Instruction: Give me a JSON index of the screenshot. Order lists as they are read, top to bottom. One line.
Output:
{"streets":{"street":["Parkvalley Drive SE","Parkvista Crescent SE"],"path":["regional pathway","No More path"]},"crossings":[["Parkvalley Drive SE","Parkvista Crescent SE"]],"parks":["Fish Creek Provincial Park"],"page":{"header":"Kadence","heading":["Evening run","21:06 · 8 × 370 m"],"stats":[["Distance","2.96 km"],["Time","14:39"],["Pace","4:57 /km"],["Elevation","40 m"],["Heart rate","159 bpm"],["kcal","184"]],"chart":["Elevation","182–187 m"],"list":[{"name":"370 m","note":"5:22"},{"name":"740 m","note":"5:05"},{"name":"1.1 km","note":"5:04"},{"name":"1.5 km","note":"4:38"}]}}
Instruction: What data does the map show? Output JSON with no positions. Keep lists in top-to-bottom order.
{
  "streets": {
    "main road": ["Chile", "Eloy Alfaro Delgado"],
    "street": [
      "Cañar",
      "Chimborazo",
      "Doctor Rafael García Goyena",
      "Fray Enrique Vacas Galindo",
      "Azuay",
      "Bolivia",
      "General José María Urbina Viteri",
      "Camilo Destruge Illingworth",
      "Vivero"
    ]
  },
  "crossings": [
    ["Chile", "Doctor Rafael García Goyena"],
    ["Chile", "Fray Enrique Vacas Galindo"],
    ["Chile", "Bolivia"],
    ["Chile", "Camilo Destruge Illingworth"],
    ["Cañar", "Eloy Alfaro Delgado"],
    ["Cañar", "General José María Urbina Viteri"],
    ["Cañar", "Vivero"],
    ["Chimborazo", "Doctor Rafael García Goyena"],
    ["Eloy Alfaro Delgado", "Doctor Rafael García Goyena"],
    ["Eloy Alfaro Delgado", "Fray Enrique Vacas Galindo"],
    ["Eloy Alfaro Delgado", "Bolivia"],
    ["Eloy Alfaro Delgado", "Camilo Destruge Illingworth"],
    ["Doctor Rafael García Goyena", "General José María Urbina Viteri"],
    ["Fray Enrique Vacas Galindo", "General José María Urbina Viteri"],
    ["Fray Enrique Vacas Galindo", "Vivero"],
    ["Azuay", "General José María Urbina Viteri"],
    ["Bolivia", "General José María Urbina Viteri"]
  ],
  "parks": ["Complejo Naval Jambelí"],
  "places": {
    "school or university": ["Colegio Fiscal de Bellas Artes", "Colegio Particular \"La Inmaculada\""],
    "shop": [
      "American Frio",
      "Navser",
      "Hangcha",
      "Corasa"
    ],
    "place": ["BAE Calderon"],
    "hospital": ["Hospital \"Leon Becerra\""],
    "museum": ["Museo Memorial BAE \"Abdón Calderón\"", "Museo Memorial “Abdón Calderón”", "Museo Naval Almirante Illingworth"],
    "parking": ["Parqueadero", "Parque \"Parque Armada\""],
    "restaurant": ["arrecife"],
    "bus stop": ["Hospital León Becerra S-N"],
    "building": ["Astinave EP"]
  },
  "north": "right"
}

◆ ◆ ◆

WHAT TO DO: Scan the data, and report each line that uses the word "Chile".

SOLVED PROBLEM:
    "main road": ["Chile", "Eloy Alfaro Delgado"],
    ["Chile", "Doctor Rafael García Goyena"],
    ["Chile", "Fray Enrique Vacas Galindo"],
    ["Chile", "Bolivia"],
    ["Chile", "Camilo Destruge Illingworth"],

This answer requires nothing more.